» **Task directions**:
Copy out the listing in full, exactly as written, but not its pictures.
= = = =
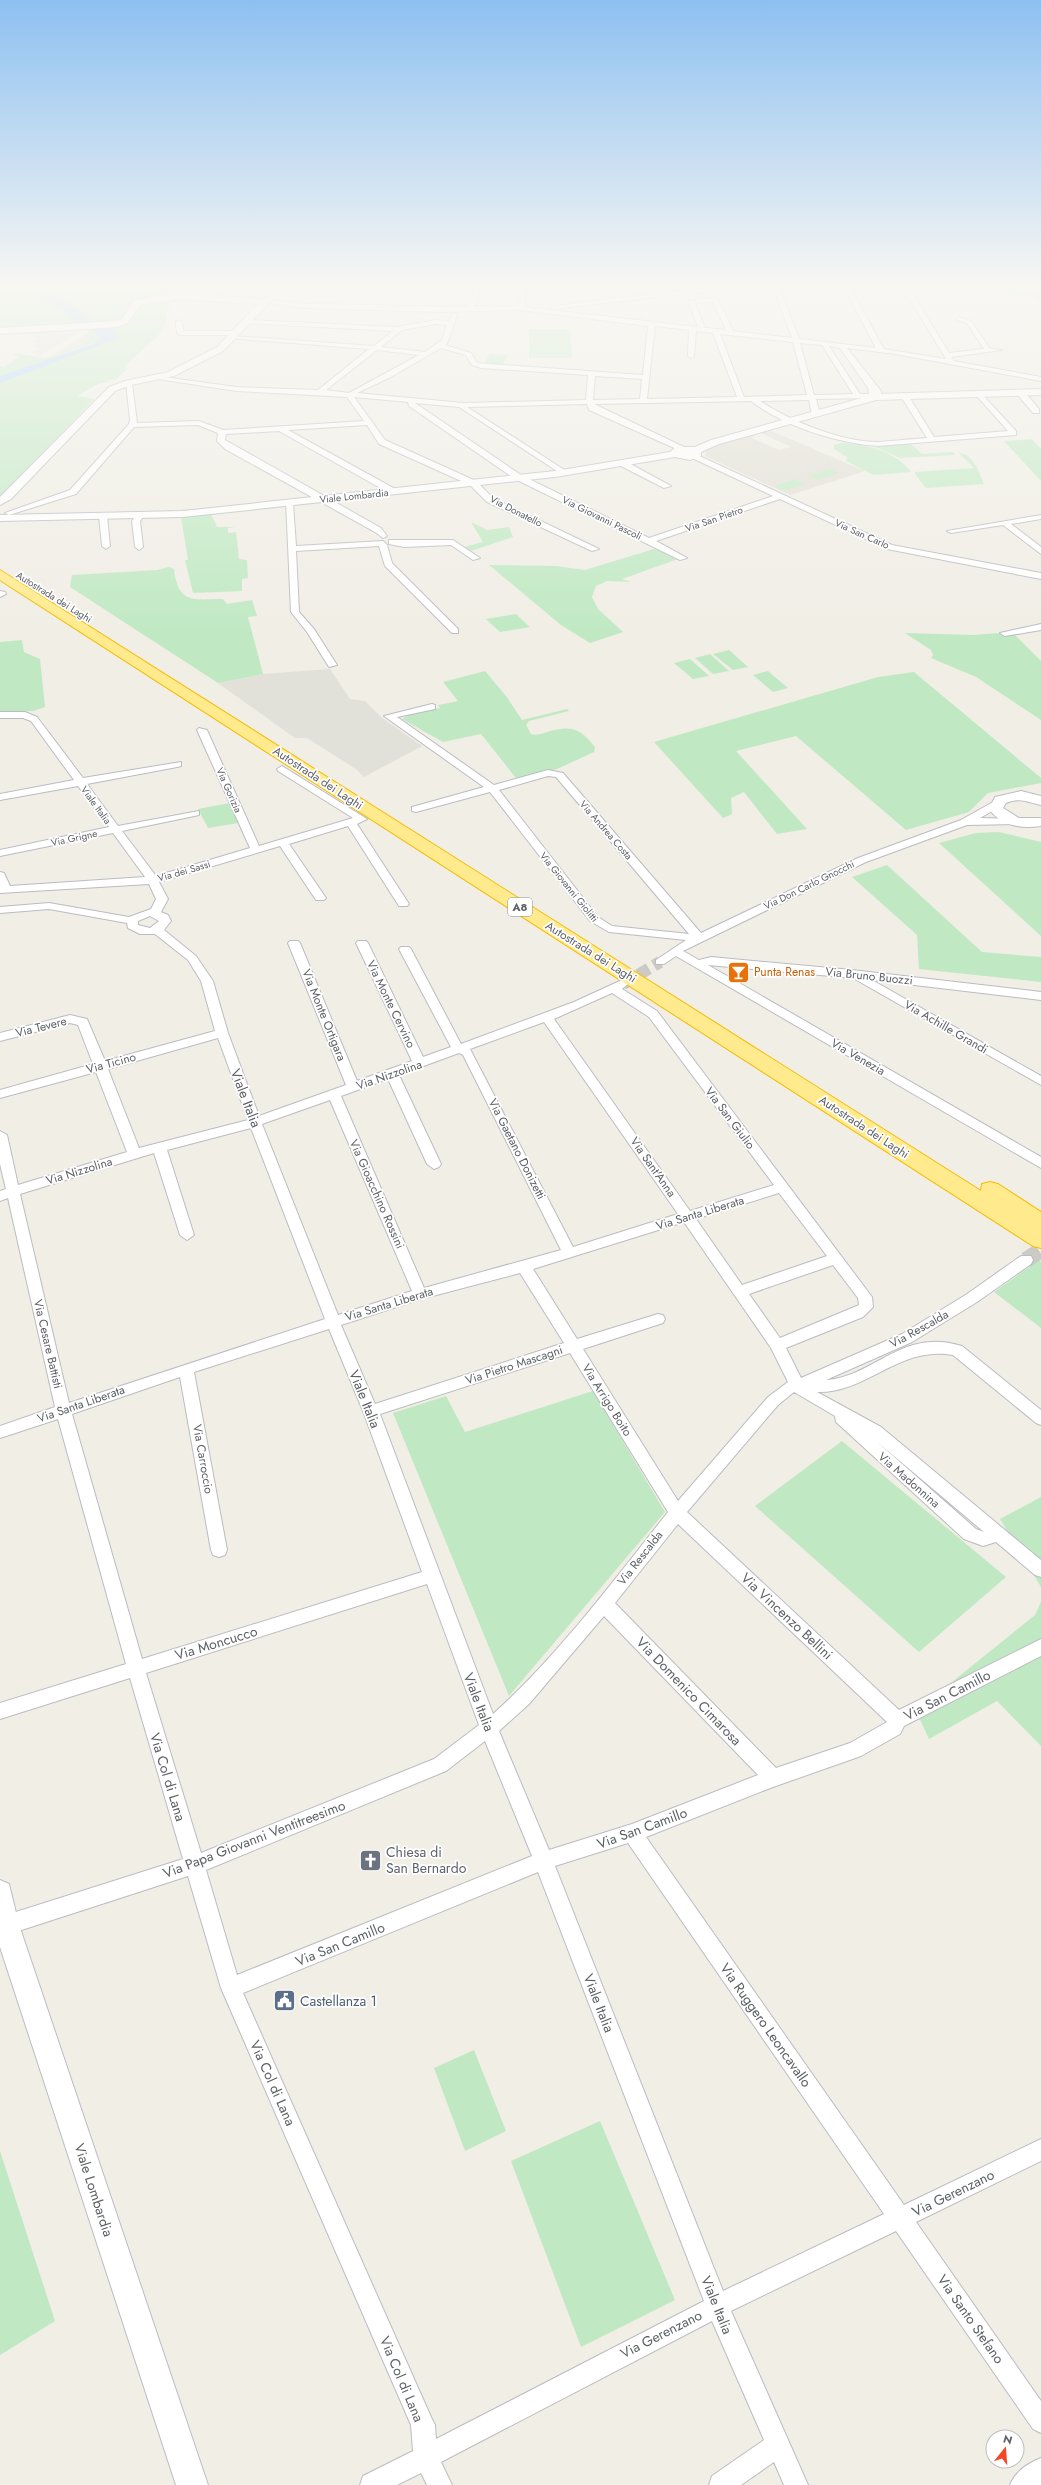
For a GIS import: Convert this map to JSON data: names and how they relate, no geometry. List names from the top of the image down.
{
  "streets": {
    "highway": ["Autostrada dei Laghi", "A8"],
    "street": [
      "Viale Lombardia",
      "Via Donatello",
      "Via Giovanni Pascoli",
      "Via San Pietro",
      "Via San Carlo",
      "Via Gorizia",
      "Viale Italia",
      "Via Andrea Costa",
      "Via Grigne",
      "Via dei Sassi",
      "Via Don Carlo Gnocchi",
      "Via Giovanni Giolitti",
      "Via Bruno Buozzi",
      "Via Monte Cervino",
      "Via Monte Ortigara",
      "Via Tevere",
      "Via Achille Grandi",
      "Via Venezia",
      "Via Ticino",
      "Via Nizzolina",
      "Via San Giulio",
      "Via Gaetano Donizetti",
      "Via Sant'Anna",
      "Via Gioacchino Rossini",
      "Via Santa Liberata",
      "Via Rescalda",
      "Via Cesare Battisti",
      "Via Pietro Mascagni",
      "Via Arrigo Boito",
      "Via Carroccio",
      "Via Madonnina",
      "Via Vincenzo Bellini",
      "Via Moncucco",
      "Via Domenico Cimarosa",
      "Via San Camillo",
      "Via Col di Lana",
      "Via Papa Giovanni Ventitreesimo",
      "Via Ruggero Leoncavallo",
      "Via Gerenzano",
      "Via Santo Stefano"
    ]
  },
  "crossings": [
    ["Viale Lombardia", "Via Donatello"],
    ["Viale Lombardia", "Via Giovanni Pascoli"],
    ["Viale Lombardia", "Via San Carlo"],
    ["Viale Lombardia", "Via Papa Giovanni Ventitreesimo"],
    ["Via Giovanni Pascoli", "Via San Pietro"],
    ["Via San Pietro", "Via San Carlo"],
    ["Via Gorizia", "Via dei Sassi"],
    ["Viale Italia", "Via Grigne"],
    ["Viale Italia", "Via dei Sassi"],
    ["Viale Italia", "Via Ticino"],
    ["Viale Italia", "Via Nizzolina"],
    ["Viale Italia", "Via Santa Liberata"],
    ["Viale Italia", "Via Rescalda"],
    ["Viale Italia", "Via Pietro Mascagni"],
    ["Viale Italia", "Via Moncucco"],
    ["Viale Italia", "Via San Camillo"],
    ["Viale Italia", "Via Papa Giovanni Ventitreesimo"],
    ["Viale Italia", "Via Gerenzano"],
    ["Via Andrea Costa", "Via Don Carlo Gnocchi"],
    ["Via Andrea Costa", "Via Giovanni Giolitti"],
    ["Via Don Carlo Gnocchi", "Via Giovanni Giolitti"],
    ["Via Don Carlo Gnocchi", "Via Venezia"],
    ["Via Bruno Buozzi", "Via Achille Grandi"],
    ["Via Bruno Buozzi", "Via Venezia"],
    ["Via Monte Cervino", "Via Nizzolina"],
    ["Via Monte Ortigara", "Via Nizzolina"],
    ["Via Tevere", "Via Ticino"],
    ["Via Tevere", "Via Nizzolina"],
    ["Via Nizzolina", "Via San Giulio"],
    ["Via Nizzolina", "Via Gaetano Donizetti"],
    ["Via Nizzolina", "Via Sant'Anna"],
    ["Via Nizzolina", "Via Gioacchino Rossini"],
    ["Via Nizzolina", "Via Cesare Battisti"],
    ["Via San Giulio", "Via Sant'Anna"],
    ["Via San Giulio", "Via Santa Liberata"],
    ["Via Gaetano Donizetti", "Via Santa Liberata"],
    ["Via Sant'Anna", "Via Santa Liberata"],
    ["Via Sant'Anna", "Via Rescalda"],
    ["Via Sant'Anna", "Via Madonnina"],
    ["Via Gioacchino Rossini", "Via Santa Liberata"],
    ["Via Santa Liberata", "Via Cesare Battisti"],
    ["Via Santa Liberata", "Via Arrigo Boito"],
    ["Via Santa Liberata", "Via Carroccio"],
    ["Via Rescalda", "Via Arrigo Boito"],
    ["Via Rescalda", "Via Madonnina"],
    ["Via Rescalda", "Via Vincenzo Bellini"],
    ["Via Rescalda", "Via Domenico Cimarosa"],
    ["Via Rescalda", "Via Papa Giovanni Ventitreesimo"],
    ["Via Cesare Battisti", "Via Moncucco"],
    ["Via Cesare Battisti", "Via Col di Lana"],
    ["Via Pietro Mascagni", "Via Arrigo Boito"],
    ["Via Arrigo Boito", "Via Vincenzo Bellini"],
    ["Via Vincenzo Bellini", "Via San Camillo"],
    ["Via Moncucco", "Via Col di Lana"],
    ["Via Domenico Cimarosa", "Via San Camillo"],
    ["Via San Camillo", "Via Col di Lana"],
    ["Via San Camillo", "Via Ruggero Leoncavallo"],
    ["Via Col di Lana", "Via Papa Giovanni Ventitreesimo"],
    ["Via Col di Lana", "Via Gerenzano"],
    ["Via Ruggero Leoncavallo", "Via Gerenzano"],
    ["Via Ruggero Leoncavallo", "Via Santo Stefano"],
    ["Via Gerenzano", "Via Santo Stefano"]
  ],
  "places": {
    "bar": ["Punta Renas"],
    "church": ["Chiesa di San Bernardo"],
    "public building": ["Castellanza 1"]
  },
  "north": "top"
}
= = = =
» **Task result**:
For a GIS import: Convert this map to JSON data: names and how they relate, no geometry. List names from the top of the image down.
{
  "streets": {
    "highway": ["Autostrada dei Laghi", "A8"],
    "street": [
      "Viale Lombardia",
      "Via Donatello",
      "Via Giovanni Pascoli",
      "Via San Pietro",
      "Via San Carlo",
      "Via Gorizia",
      "Viale Italia",
      "Via Andrea Costa",
      "Via Grigne",
      "Via dei Sassi",
      "Via Don Carlo Gnocchi",
      "Via Giovanni Giolitti",
      "Via Bruno Buozzi",
      "Via Monte Cervino",
      "Via Monte Ortigara",
      "Via Tevere",
      "Via Achille Grandi",
      "Via Venezia",
      "Via Ticino",
      "Via Nizzolina",
      "Via San Giulio",
      "Via Gaetano Donizetti",
      "Via Sant'Anna",
      "Via Gioacchino Rossini",
      "Via Santa Liberata",
      "Via Rescalda",
      "Via Cesare Battisti",
      "Via Pietro Mascagni",
      "Via Arrigo Boito",
      "Via Carroccio",
      "Via Madonnina",
      "Via Vincenzo Bellini",
      "Via Moncucco",
      "Via Domenico Cimarosa",
      "Via San Camillo",
      "Via Col di Lana",
      "Via Papa Giovanni Ventitreesimo",
      "Via Ruggero Leoncavallo",
      "Via Gerenzano",
      "Via Santo Stefano"
    ]
  },
  "crossings": [
    ["Viale Lombardia", "Via Donatello"],
    ["Viale Lombardia", "Via Giovanni Pascoli"],
    ["Viale Lombardia", "Via San Carlo"],
    ["Viale Lombardia", "Via Papa Giovanni Ventitreesimo"],
    ["Via Giovanni Pascoli", "Via San Pietro"],
    ["Via San Pietro", "Via San Carlo"],
    ["Via Gorizia", "Via dei Sassi"],
    ["Viale Italia", "Via Grigne"],
    ["Viale Italia", "Via dei Sassi"],
    ["Viale Italia", "Via Ticino"],
    ["Viale Italia", "Via Nizzolina"],
    ["Viale Italia", "Via Santa Liberata"],
    ["Viale Italia", "Via Rescalda"],
    ["Viale Italia", "Via Pietro Mascagni"],
    ["Viale Italia", "Via Moncucco"],
    ["Viale Italia", "Via San Camillo"],
    ["Viale Italia", "Via Papa Giovanni Ventitreesimo"],
    ["Viale Italia", "Via Gerenzano"],
    ["Via Andrea Costa", "Via Don Carlo Gnocchi"],
    ["Via Andrea Costa", "Via Giovanni Giolitti"],
    ["Via Don Carlo Gnocchi", "Via Giovanni Giolitti"],
    ["Via Don Carlo Gnocchi", "Via Venezia"],
    ["Via Bruno Buozzi", "Via Achille Grandi"],
    ["Via Bruno Buozzi", "Via Venezia"],
    ["Via Monte Cervino", "Via Nizzolina"],
    ["Via Monte Ortigara", "Via Nizzolina"],
    ["Via Tevere", "Via Ticino"],
    ["Via Tevere", "Via Nizzolina"],
    ["Via Nizzolina", "Via San Giulio"],
    ["Via Nizzolina", "Via Gaetano Donizetti"],
    ["Via Nizzolina", "Via Sant'Anna"],
    ["Via Nizzolina", "Via Gioacchino Rossini"],
    ["Via Nizzolina", "Via Cesare Battisti"],
    ["Via San Giulio", "Via Sant'Anna"],
    ["Via San Giulio", "Via Santa Liberata"],
    ["Via Gaetano Donizetti", "Via Santa Liberata"],
    ["Via Sant'Anna", "Via Santa Liberata"],
    ["Via Sant'Anna", "Via Rescalda"],
    ["Via Sant'Anna", "Via Madonnina"],
    ["Via Gioacchino Rossini", "Via Santa Liberata"],
    ["Via Santa Liberata", "Via Cesare Battisti"],
    ["Via Santa Liberata", "Via Arrigo Boito"],
    ["Via Santa Liberata", "Via Carroccio"],
    ["Via Rescalda", "Via Arrigo Boito"],
    ["Via Rescalda", "Via Madonnina"],
    ["Via Rescalda", "Via Vincenzo Bellini"],
    ["Via Rescalda", "Via Domenico Cimarosa"],
    ["Via Rescalda", "Via Papa Giovanni Ventitreesimo"],
    ["Via Cesare Battisti", "Via Moncucco"],
    ["Via Cesare Battisti", "Via Col di Lana"],
    ["Via Pietro Mascagni", "Via Arrigo Boito"],
    ["Via Arrigo Boito", "Via Vincenzo Bellini"],
    ["Via Vincenzo Bellini", "Via San Camillo"],
    ["Via Moncucco", "Via Col di Lana"],
    ["Via Domenico Cimarosa", "Via San Camillo"],
    ["Via San Camillo", "Via Col di Lana"],
    ["Via San Camillo", "Via Ruggero Leoncavallo"],
    ["Via Col di Lana", "Via Papa Giovanni Ventitreesimo"],
    ["Via Col di Lana", "Via Gerenzano"],
    ["Via Ruggero Leoncavallo", "Via Gerenzano"],
    ["Via Ruggero Leoncavallo", "Via Santo Stefano"],
    ["Via Gerenzano", "Via Santo Stefano"]
  ],
  "places": {
    "bar": ["Punta Renas"],
    "church": ["Chiesa di San Bernardo"],
    "public building": ["Castellanza 1"]
  },
  "north": "top"
}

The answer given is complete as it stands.